Esoknya rio dan nadya pun pamit pulang, mereka tak sabar untuk melakukan apa yg dipinta pak kyai,

"mas, bahu ku berat banget" keluh nadya,

"ya didepan nanti kalau ada warung, kita istirahat disana, kamu kecapean nad" ucap rio, nadya manggut.
Setelah beberapa menit rio dan nadya berhenti disebuah warung kecil dengan pengunjung yg ramai berbincang,

"nad kok pucet temen se, moto mu koyok panda, ireng ngono" (nad, kamu pucet banget, sekitar matamu juga hitam kayak panda) kata rio.
"Masak sih mas?
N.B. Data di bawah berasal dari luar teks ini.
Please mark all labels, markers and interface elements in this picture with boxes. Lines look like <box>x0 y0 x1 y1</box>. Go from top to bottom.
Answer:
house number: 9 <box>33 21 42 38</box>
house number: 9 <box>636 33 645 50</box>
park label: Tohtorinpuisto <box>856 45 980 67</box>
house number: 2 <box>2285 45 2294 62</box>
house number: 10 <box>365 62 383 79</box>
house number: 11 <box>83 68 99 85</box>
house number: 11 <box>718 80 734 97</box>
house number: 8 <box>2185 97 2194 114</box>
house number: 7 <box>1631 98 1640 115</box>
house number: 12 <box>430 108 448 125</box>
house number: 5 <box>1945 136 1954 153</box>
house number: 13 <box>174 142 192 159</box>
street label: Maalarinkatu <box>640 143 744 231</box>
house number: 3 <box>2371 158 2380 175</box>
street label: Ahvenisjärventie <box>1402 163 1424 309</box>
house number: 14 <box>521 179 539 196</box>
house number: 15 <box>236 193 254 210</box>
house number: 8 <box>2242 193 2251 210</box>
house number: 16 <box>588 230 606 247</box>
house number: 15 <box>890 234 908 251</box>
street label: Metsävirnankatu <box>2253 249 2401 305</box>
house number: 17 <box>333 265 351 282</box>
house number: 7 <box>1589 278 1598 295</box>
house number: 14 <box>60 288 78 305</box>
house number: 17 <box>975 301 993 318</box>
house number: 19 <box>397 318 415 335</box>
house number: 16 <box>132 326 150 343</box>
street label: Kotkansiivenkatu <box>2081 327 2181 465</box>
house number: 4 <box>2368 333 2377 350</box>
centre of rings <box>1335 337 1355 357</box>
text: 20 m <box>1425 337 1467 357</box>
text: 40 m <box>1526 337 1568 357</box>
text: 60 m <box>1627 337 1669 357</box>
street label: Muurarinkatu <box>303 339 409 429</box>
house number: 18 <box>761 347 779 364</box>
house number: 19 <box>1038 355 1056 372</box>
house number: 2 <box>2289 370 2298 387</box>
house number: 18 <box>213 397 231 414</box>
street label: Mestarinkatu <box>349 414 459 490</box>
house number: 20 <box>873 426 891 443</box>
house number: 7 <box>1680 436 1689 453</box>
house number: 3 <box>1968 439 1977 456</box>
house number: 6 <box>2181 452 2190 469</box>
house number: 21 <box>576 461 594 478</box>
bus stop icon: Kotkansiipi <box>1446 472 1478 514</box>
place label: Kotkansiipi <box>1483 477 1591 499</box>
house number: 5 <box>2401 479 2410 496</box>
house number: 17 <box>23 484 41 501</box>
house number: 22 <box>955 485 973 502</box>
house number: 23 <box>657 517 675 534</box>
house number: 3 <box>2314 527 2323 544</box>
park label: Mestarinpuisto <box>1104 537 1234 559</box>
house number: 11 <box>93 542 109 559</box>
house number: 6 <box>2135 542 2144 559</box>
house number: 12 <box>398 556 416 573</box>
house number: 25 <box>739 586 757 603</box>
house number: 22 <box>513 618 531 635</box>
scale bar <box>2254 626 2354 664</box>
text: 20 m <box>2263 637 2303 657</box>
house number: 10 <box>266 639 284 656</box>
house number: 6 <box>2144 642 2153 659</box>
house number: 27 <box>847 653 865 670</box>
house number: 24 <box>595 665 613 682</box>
Aku ngerasa berat banget bahuku, lidah juga rasanya kaku, buat ngomong rasanya ga enak mas" kata nadya lalu mengeluarkan kaca dari tas nya,

dia melihat wajahnya di cermin seperti bukan dirinya, terkesan ngeri dan tatapannya kosong.
"Mas, aku wedhi" (mas aku takut banget) kata nadya lirih sembari mencengkeram baju kakaknya,

mata nadya berkaca-kaca, ia tau akan terjadi sesuatu yg tak ia inginkan,

"lawan, jangan takut, selalu dzikir, baca ayat kursi sesering mungkin, pikiran jangan pernah kosong" pinta-
rio lalu memeluk adiknya.

Tak mau kalah dengan nadya, rio juga merasa perasaannya tidak enak, lehernya yg masih sakit, meskipun semalam sudah diberi "minuman doa" dari pak kyai, sakit itu datang dan pergi tiba-tiba, ia merasa panas dan perih di tempat bekas lehernya yg lebam.
Seusai makan dan beristirahat mereka melanjutkan perjalan, sebelumnya perjalanan hanya memakan waktu 4 jam, kini sudah 5 jam mereka belum sampai rumah juga.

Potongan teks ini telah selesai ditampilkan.